What you are asked to do:
Set the pictures aside and return each record below precisely as written.

Stored data
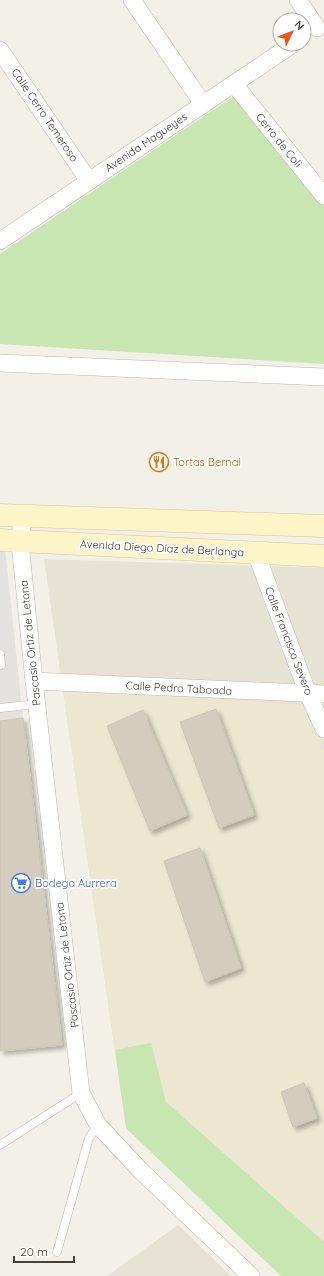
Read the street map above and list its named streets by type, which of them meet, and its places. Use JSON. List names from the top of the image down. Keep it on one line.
{"streets":{"main road":["Avenida Diego Díaz de Berlanga"],"street":["Calle Cerro Temeroso","Cerro de Coli","Avenida Magueyes","Calle Francisco Severo","Pascasio Ortiz de Letona","Calle Pedro Taboada"]},"crossings":[["Calle Cerro Temeroso","Avenida Magueyes"],["Cerro de Coli","Avenida Magueyes"],["Avenida Diego Díaz de Berlanga","Calle Francisco Severo"],["Avenida Diego Díaz de Berlanga","Pascasio Ortiz de Letona"],["Calle Francisco Severo","Calle Pedro Taboada"],["Pascasio Ortiz de Letona","Calle Pedro Taboada"]],"places":{"restaurant":["Tortas Bernal"],"supermarket":["Bodega Aurrera"]},"scale_bar":"20 m","north":"top right"}
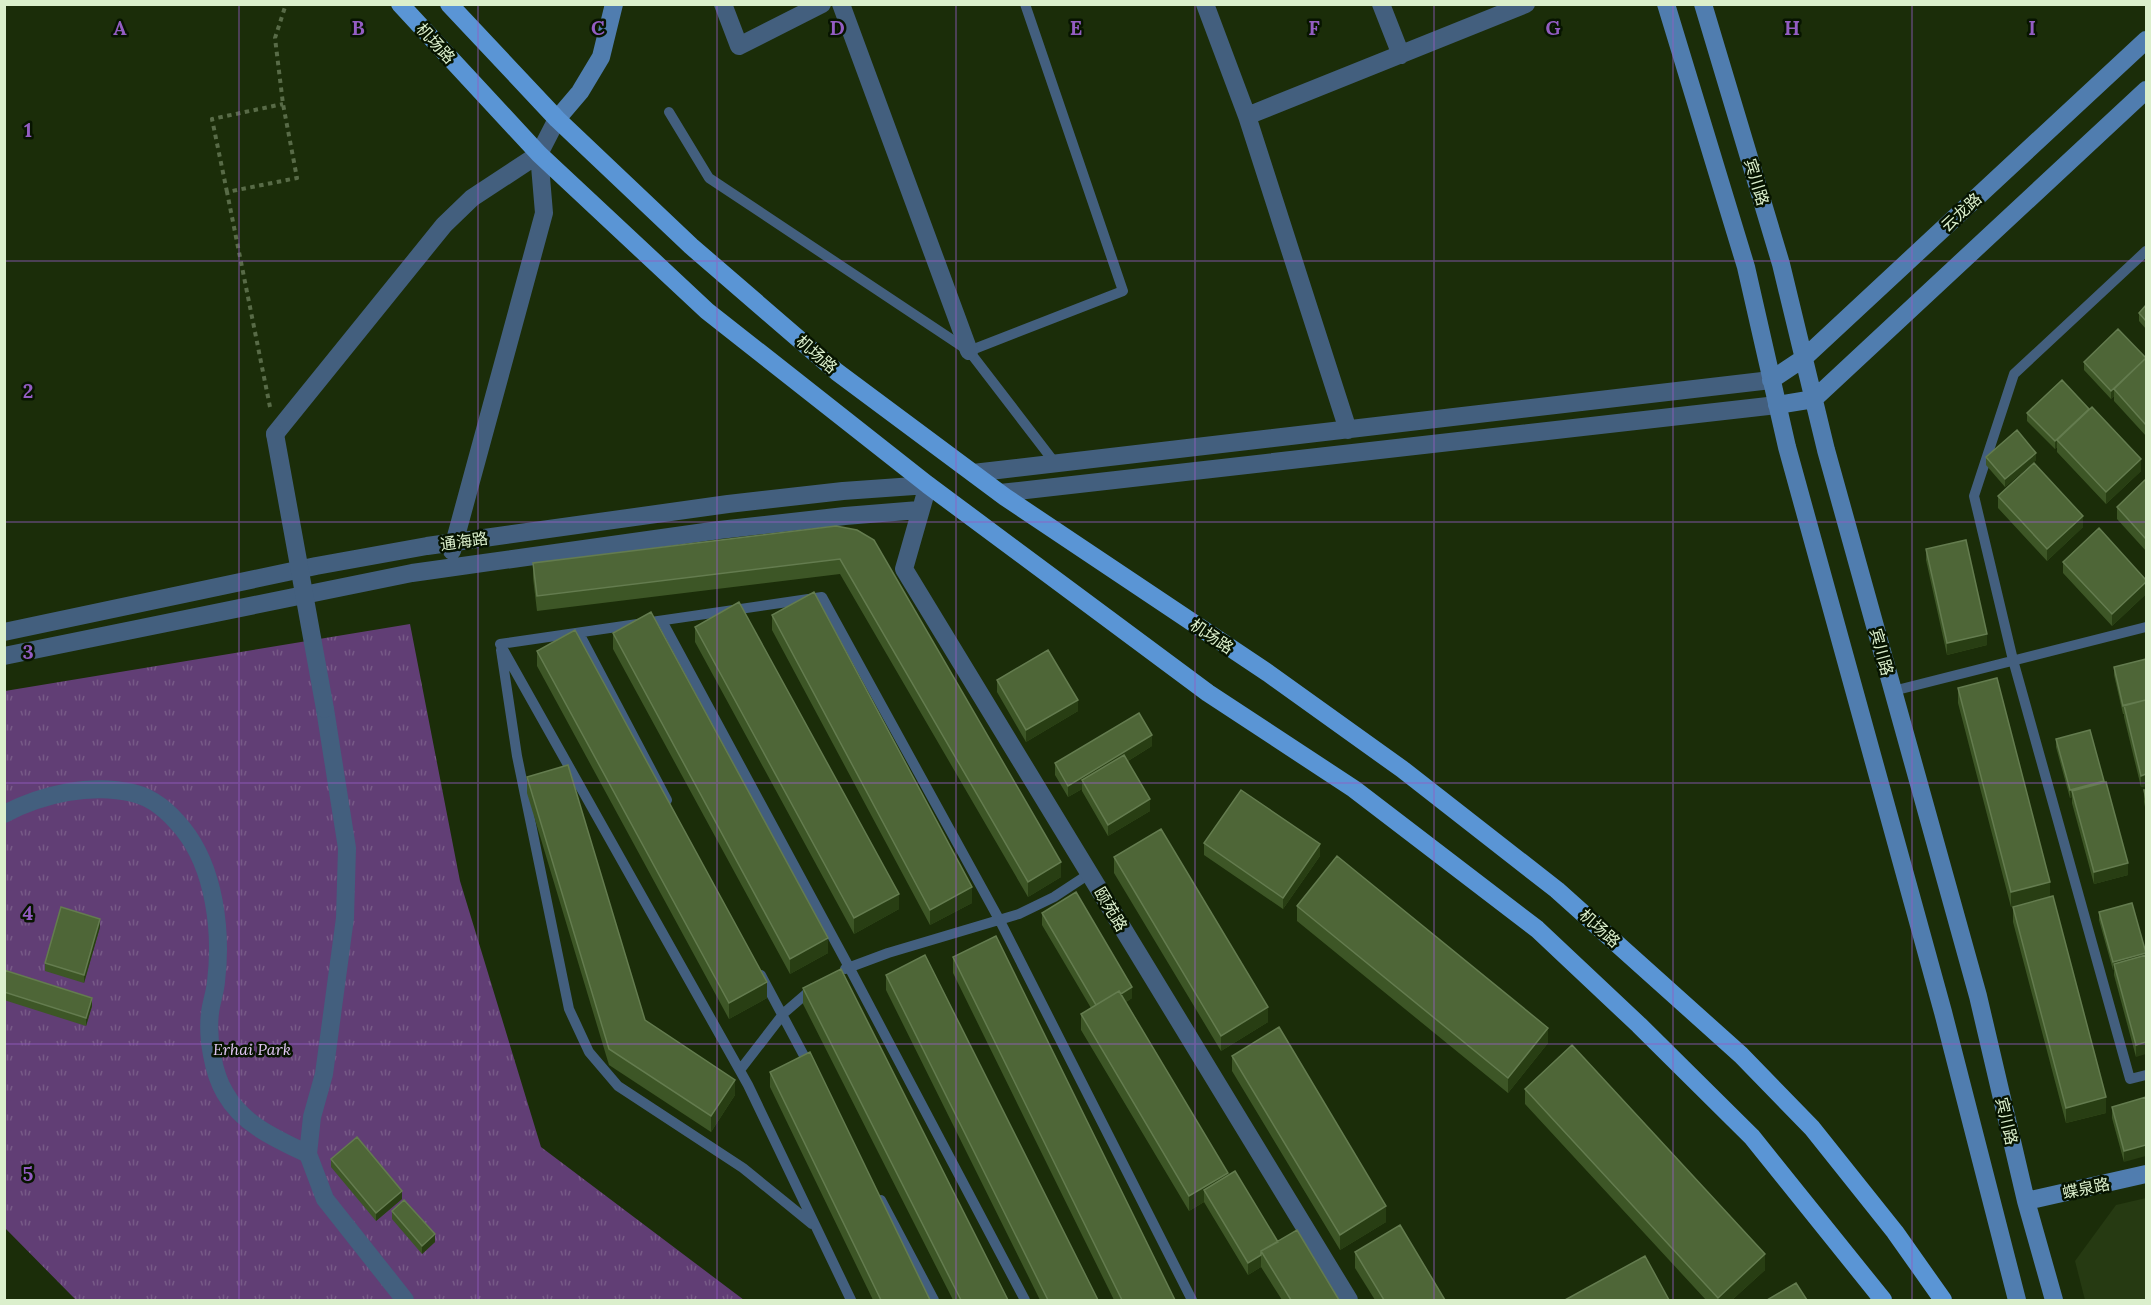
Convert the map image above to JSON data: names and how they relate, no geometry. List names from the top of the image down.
{
  "streets": {
    "main road": [
      "机场路",
      "宾川路",
      "云龙路",
      "蝶泉路"
    ],
    "street": ["通海路", "颐苑路"]
  },
  "crossings": [
    ["机场路", "通海路"],
    ["机场路", "颐苑路"],
    ["宾川路", "云龙路"],
    ["宾川路", "蝶泉路"],
    ["通海路", "颐苑路"]
  ],
  "parks": ["Erhai Park"],
  "grid": {
    "columns": [
      "A",
      "B",
      "C",
      "D",
      "E",
      "F",
      "G",
      "H",
      "I"
    ],
    "rows": [
      "1",
      "2",
      "3",
      "4",
      "5"
    ]
  }
}
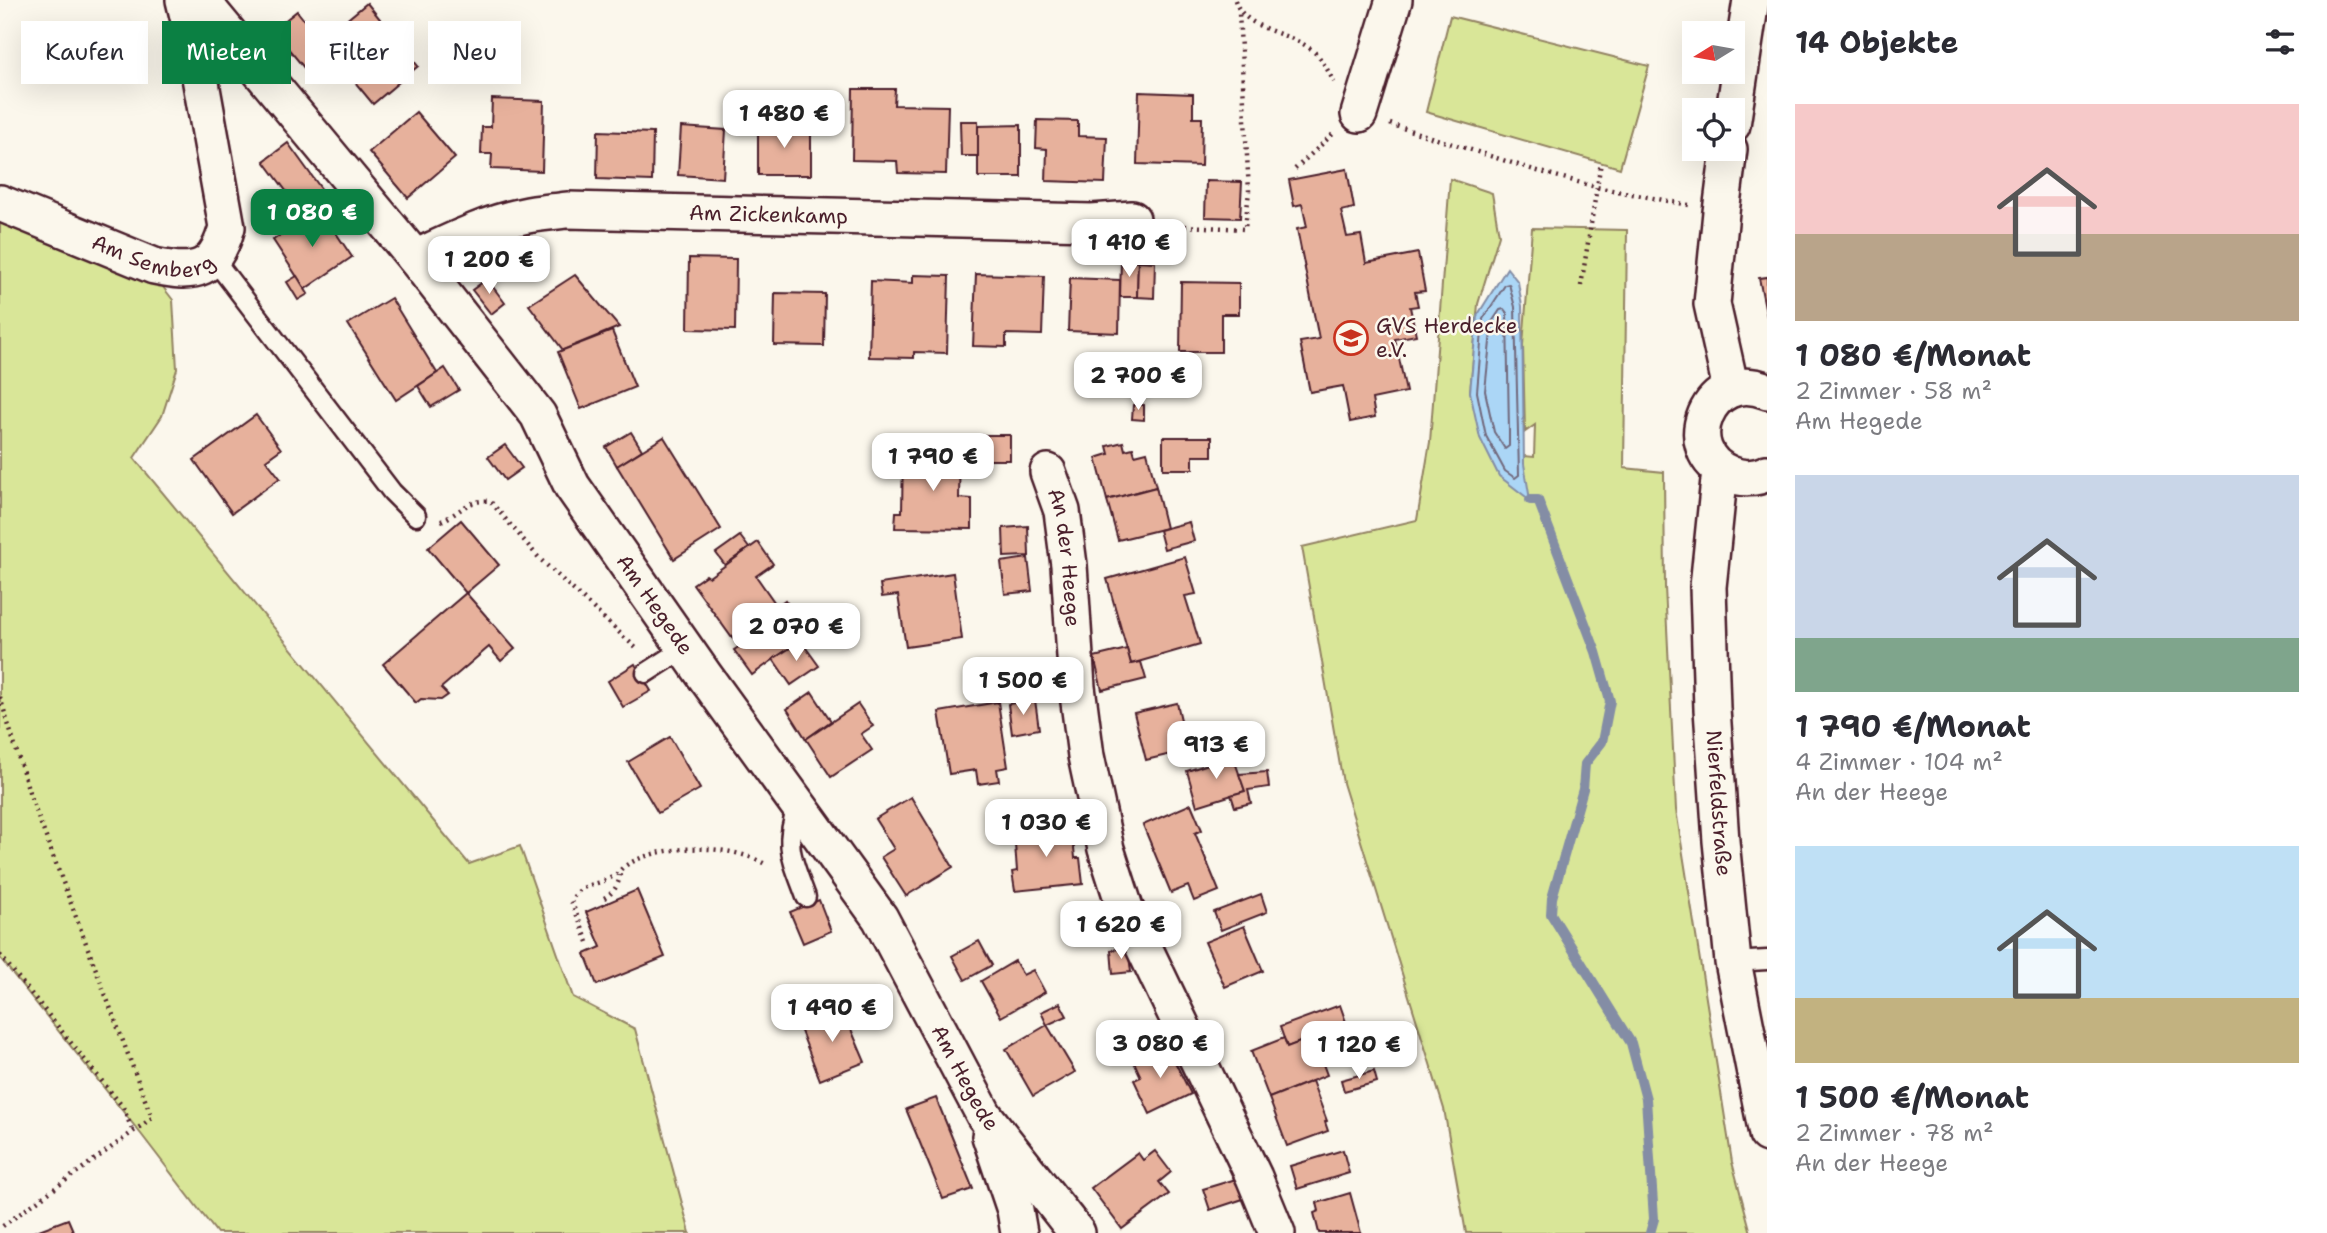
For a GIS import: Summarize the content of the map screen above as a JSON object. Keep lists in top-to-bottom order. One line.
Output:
{"streets":{"street":["Am Zickenkamp","Am Semberg","An der Heege","Am Hegede","Nierfeldstraße"]},"crossings":[["Am Zickenkamp","Am Hegede"]],"places":{"school or university":["GVS Herdecke e.V."]},"north":"left","page":{"heading":"14 Objekte","chip":["Kaufen","Mieten","Filter","Neu"],"list":[{"name":"1 080 €/Monat","note":"2 Zimmer · 58 m² · Am Hegede"},{"name":"1 790 €/Monat","note":"4 Zimmer · 104 m² · An der Heege"},{"name":"1 500 €/Monat","note":"2 Zimmer · 78 m² · An der Heege"}],"price":["1 480 €","1 080 €","1 410 €","1 200 €","2 700 €","1 790 €","2 070 €","1 500 €","913 €","1 030 €","1 620 €","1 490 €","3 080 €","1 120 €"]}}
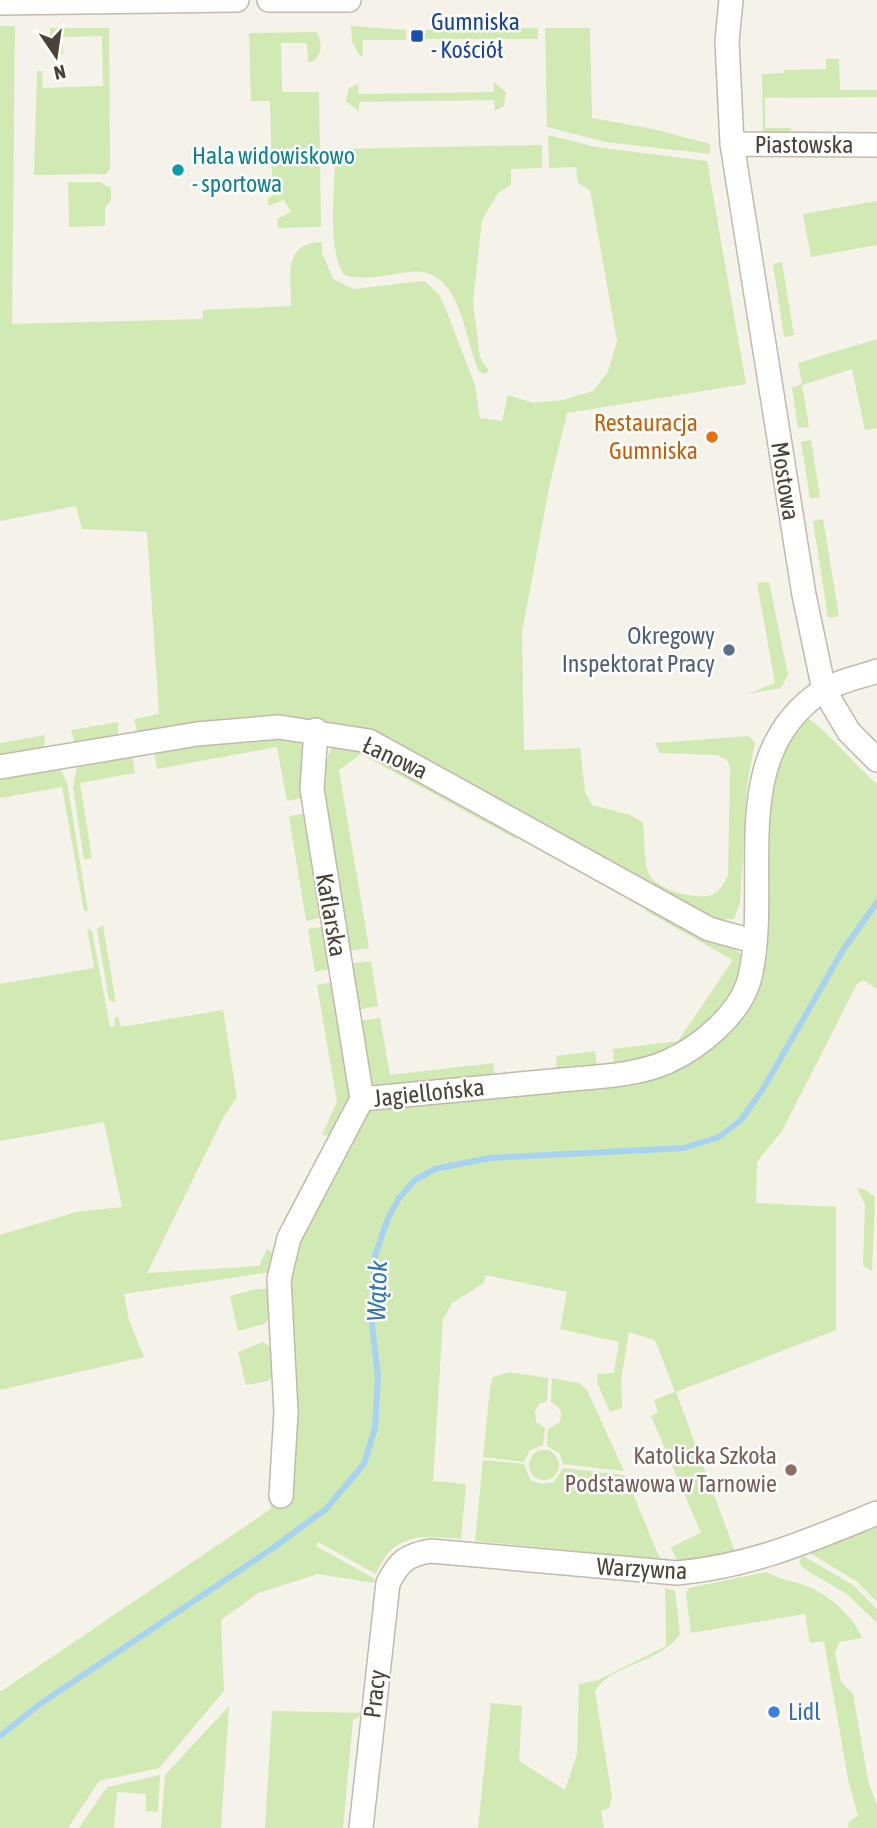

Answer space:
Read the street map above and list its named streets by type, which of them meet, and its places. Use JSON. List names from the top of the image down. Keep it on one line.
{"streets":{"main road":["Avenida Diego Díaz de Berlanga"],"street":["Calle Cerro Temeroso","Cerro de Coli","Avenida Magueyes","Calle Francisco Severo","Pascasio Ortiz de Letona","Calle Pedro Taboada"]},"crossings":[["Calle Cerro Temeroso","Avenida Magueyes"],["Cerro de Coli","Avenida Magueyes"],["Avenida Diego Díaz de Berlanga","Calle Francisco Severo"],["Avenida Diego Díaz de Berlanga","Pascasio Ortiz de Letona"],["Calle Francisco Severo","Calle Pedro Taboada"],["Pascasio Ortiz de Letona","Calle Pedro Taboada"]],"places":{"restaurant":["Tortas Bernal"],"supermarket":["Bodega Aurrera"]},"scale_bar":"20 m","north":"top right"}
Convert the map image above to JSON data: names and how they relate, no geometry. List names from the top of the image down.
{
  "streets": {
    "main road": [
      "机场路",
      "宾川路",
      "云龙路",
      "蝶泉路"
    ],
    "street": ["通海路", "颐苑路"]
  },
  "crossings": [
    ["机场路", "通海路"],
    ["机场路", "颐苑路"],
    ["宾川路", "云龙路"],
    ["宾川路", "蝶泉路"],
    ["通海路", "颐苑路"]
  ],
  "parks": ["Erhai Park"],
  "grid": {
    "columns": [
      "A",
      "B",
      "C",
      "D",
      "E",
      "F",
      "G",
      "H",
      "I"
    ],
    "rows": [
      "1",
      "2",
      "3",
      "4",
      "5"
    ]
  }
}
For a GIS import: Summarize the content of the map screen above as a JSON object. Keep lists in top-to-bottom order. One line.
Output:
{"streets":{"street":["Am Zickenkamp","Am Semberg","An der Heege","Am Hegede","Nierfeldstraße"]},"crossings":[["Am Zickenkamp","Am Hegede"]],"places":{"school or university":["GVS Herdecke e.V."]},"north":"left","page":{"heading":"14 Objekte","chip":["Kaufen","Mieten","Filter","Neu"],"list":[{"name":"1 080 €/Monat","note":"2 Zimmer · 58 m² · Am Hegede"},{"name":"1 790 €/Monat","note":"4 Zimmer · 104 m² · An der Heege"},{"name":"1 500 €/Monat","note":"2 Zimmer · 78 m² · An der Heege"}],"price":["1 480 €","1 080 €","1 410 €","1 200 €","2 700 €","1 790 €","2 070 €","1 500 €","913 €","1 030 €","1 620 €","1 490 €","3 080 €","1 120 €"]}}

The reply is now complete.